Dataset entries:
-.-.-
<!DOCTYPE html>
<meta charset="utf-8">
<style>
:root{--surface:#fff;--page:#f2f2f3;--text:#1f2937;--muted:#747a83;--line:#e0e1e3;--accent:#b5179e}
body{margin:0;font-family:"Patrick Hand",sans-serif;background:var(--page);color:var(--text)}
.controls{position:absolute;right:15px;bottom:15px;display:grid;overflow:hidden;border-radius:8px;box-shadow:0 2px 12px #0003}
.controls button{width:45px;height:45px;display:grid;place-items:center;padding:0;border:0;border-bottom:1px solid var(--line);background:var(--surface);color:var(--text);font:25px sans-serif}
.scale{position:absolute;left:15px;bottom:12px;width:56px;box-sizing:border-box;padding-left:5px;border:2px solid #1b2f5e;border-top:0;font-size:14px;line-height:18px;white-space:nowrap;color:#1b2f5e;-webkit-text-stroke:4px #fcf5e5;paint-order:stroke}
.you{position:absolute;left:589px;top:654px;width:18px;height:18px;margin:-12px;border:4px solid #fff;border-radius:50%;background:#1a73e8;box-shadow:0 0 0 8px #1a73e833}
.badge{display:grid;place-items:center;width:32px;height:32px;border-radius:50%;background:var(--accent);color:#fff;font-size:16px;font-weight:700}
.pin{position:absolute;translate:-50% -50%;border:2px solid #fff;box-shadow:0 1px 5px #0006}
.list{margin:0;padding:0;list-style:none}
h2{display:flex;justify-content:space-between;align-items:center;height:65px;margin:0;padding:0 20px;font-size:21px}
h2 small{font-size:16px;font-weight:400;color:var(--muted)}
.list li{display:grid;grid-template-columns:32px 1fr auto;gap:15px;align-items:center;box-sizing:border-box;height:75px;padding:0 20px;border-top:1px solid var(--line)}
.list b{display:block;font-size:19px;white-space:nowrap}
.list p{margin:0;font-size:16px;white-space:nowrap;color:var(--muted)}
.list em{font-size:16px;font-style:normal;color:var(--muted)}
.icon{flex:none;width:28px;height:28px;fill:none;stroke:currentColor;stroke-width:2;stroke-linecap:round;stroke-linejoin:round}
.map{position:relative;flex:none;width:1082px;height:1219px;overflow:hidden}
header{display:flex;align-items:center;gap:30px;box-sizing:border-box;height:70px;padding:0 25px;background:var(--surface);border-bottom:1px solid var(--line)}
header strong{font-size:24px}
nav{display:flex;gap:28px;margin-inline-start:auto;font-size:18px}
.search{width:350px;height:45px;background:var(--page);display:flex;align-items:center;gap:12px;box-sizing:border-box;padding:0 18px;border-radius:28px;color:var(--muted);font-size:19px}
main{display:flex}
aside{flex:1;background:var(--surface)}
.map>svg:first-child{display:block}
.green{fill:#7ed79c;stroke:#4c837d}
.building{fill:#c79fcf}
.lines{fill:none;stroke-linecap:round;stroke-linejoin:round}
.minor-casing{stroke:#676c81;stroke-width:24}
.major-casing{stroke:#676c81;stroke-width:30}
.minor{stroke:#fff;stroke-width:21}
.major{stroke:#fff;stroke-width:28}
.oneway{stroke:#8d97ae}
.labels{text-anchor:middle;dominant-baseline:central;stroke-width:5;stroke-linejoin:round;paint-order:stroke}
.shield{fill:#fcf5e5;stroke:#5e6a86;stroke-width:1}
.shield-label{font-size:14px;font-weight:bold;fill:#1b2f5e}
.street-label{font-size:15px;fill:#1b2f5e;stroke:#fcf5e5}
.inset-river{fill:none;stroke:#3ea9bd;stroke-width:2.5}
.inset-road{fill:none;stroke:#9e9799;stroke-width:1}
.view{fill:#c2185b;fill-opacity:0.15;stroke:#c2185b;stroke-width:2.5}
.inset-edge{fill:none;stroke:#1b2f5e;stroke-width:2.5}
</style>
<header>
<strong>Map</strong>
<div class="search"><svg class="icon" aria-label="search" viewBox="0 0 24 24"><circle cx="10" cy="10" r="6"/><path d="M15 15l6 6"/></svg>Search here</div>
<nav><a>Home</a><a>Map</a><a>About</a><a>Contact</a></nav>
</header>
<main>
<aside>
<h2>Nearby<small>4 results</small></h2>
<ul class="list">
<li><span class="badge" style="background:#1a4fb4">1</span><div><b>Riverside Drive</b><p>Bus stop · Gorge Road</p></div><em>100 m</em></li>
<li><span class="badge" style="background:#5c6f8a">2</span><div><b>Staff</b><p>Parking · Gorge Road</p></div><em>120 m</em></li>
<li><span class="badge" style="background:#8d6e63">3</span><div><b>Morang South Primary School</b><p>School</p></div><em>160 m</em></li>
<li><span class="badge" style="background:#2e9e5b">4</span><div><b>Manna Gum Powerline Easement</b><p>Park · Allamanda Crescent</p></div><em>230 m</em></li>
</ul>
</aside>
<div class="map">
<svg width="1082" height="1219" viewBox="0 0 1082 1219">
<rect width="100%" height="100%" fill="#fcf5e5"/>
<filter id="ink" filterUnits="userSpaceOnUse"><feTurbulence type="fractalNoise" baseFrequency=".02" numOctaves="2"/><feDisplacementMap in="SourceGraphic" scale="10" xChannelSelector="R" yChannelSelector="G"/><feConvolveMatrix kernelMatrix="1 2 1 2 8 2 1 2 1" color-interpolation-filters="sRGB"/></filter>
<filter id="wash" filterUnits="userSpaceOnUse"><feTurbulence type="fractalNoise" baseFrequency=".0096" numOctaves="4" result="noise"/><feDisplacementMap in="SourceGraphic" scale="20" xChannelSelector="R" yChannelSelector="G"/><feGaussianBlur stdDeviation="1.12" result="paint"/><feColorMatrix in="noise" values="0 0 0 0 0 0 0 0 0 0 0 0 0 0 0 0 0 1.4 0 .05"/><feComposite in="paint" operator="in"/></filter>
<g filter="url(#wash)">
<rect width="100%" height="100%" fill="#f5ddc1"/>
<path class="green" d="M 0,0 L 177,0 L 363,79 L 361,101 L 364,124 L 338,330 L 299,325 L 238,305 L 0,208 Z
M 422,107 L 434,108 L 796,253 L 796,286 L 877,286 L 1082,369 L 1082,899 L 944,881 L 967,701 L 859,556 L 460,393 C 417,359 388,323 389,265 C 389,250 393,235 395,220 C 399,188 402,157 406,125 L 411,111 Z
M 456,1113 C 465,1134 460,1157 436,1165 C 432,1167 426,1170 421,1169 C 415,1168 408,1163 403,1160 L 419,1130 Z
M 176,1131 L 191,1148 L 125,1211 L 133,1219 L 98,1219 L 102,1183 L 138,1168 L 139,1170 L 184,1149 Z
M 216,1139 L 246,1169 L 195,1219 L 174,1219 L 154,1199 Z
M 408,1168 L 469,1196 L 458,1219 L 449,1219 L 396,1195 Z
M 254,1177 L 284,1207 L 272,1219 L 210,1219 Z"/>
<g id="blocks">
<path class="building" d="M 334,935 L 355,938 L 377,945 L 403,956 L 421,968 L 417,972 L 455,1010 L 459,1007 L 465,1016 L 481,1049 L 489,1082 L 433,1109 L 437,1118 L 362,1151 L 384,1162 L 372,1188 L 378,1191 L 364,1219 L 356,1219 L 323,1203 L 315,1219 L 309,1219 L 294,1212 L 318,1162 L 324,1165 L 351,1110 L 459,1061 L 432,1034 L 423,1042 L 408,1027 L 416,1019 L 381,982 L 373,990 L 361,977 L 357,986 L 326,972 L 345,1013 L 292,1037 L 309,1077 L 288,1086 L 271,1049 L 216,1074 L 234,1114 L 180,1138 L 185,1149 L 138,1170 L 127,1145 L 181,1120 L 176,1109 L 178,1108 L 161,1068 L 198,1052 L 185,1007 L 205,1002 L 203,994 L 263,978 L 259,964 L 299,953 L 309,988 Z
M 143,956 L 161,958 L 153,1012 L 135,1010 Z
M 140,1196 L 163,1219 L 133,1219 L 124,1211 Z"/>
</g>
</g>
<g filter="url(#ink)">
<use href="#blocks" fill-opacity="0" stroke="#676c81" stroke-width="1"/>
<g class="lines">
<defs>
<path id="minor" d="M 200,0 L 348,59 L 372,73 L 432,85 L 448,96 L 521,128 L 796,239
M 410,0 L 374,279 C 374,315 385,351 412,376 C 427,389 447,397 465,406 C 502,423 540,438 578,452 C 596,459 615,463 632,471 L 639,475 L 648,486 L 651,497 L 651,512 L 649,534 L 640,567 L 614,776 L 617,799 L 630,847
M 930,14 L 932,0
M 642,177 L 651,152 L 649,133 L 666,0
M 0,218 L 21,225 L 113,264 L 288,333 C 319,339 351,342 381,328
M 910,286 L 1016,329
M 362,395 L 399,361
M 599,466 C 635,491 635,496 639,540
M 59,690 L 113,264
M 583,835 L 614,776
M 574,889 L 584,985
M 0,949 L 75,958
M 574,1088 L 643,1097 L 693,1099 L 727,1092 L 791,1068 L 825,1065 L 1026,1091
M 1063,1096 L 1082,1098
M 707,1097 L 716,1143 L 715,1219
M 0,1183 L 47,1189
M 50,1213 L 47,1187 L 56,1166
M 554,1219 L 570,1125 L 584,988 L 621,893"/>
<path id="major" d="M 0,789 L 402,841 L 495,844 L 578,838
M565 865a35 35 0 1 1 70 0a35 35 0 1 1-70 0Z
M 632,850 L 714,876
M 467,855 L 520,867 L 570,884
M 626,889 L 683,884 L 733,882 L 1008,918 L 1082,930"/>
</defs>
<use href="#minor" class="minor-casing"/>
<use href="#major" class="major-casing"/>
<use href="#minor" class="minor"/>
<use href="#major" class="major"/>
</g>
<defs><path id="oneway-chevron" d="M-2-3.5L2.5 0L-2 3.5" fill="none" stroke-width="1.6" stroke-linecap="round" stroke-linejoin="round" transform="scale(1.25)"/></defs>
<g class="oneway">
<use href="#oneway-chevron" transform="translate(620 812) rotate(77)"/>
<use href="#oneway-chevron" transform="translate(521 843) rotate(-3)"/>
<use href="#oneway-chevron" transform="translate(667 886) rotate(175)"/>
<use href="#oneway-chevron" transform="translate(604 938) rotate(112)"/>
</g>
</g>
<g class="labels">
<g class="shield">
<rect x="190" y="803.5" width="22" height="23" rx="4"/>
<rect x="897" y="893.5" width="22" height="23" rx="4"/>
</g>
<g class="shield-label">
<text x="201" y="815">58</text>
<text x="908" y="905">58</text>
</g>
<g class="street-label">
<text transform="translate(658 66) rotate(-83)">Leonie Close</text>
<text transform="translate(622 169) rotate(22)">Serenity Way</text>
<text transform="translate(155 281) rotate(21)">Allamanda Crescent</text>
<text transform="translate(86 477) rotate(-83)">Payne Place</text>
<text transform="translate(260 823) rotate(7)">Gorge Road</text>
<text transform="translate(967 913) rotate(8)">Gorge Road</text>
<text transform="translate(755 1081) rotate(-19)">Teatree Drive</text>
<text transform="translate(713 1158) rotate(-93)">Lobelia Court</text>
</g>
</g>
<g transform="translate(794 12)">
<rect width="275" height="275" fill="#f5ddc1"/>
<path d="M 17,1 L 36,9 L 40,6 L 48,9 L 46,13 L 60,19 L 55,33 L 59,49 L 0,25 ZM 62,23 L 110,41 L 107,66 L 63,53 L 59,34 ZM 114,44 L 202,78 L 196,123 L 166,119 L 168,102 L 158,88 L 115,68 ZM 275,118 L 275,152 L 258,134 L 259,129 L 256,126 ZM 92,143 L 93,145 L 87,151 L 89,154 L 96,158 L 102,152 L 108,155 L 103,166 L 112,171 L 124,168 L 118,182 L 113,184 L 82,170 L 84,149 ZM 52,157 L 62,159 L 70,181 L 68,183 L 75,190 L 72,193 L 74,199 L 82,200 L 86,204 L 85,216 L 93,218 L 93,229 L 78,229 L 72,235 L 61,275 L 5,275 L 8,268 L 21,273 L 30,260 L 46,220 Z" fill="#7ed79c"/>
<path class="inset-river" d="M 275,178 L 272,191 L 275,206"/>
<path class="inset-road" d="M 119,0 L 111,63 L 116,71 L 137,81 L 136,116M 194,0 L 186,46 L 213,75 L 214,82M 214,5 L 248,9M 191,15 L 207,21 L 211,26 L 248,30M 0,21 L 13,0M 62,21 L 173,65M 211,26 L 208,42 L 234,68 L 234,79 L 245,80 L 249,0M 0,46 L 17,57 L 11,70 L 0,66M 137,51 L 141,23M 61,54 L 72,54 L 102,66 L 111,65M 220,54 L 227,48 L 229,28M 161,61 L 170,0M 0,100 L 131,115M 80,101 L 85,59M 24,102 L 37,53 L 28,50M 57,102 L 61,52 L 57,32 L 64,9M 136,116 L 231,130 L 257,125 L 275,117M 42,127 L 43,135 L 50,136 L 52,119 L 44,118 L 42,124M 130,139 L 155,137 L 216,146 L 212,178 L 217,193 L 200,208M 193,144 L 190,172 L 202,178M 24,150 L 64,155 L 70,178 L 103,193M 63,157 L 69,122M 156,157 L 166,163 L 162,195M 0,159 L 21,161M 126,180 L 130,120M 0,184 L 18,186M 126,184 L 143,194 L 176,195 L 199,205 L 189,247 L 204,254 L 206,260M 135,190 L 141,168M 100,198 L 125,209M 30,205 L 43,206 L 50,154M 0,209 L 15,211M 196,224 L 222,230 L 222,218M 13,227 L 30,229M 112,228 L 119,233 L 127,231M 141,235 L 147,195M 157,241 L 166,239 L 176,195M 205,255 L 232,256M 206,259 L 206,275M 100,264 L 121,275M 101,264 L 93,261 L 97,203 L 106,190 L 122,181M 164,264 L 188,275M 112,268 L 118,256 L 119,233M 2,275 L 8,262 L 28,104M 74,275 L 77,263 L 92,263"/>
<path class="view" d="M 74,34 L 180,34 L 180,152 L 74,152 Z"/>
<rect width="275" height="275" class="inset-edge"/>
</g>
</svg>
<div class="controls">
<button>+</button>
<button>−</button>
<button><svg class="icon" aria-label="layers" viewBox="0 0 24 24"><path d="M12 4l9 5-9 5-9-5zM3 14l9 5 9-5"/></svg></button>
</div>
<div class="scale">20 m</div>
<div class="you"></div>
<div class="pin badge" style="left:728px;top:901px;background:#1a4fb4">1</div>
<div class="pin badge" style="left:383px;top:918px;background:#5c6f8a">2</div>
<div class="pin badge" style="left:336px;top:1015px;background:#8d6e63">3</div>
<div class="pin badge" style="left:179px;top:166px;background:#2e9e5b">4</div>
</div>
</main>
-.-.-
PROBLEM DESCRIPTION: Each line holding the word "green" must be copied from the data.

ANSWER FOR THE TASK:
.green{fill:#7ed79c;stroke:#4c837d}
<path class="green" d="M 0,0 L 177,0 L 363,79 L 361,101 L 364,124 L 338,330 L 299,325 L 238,305 L 0,208 Z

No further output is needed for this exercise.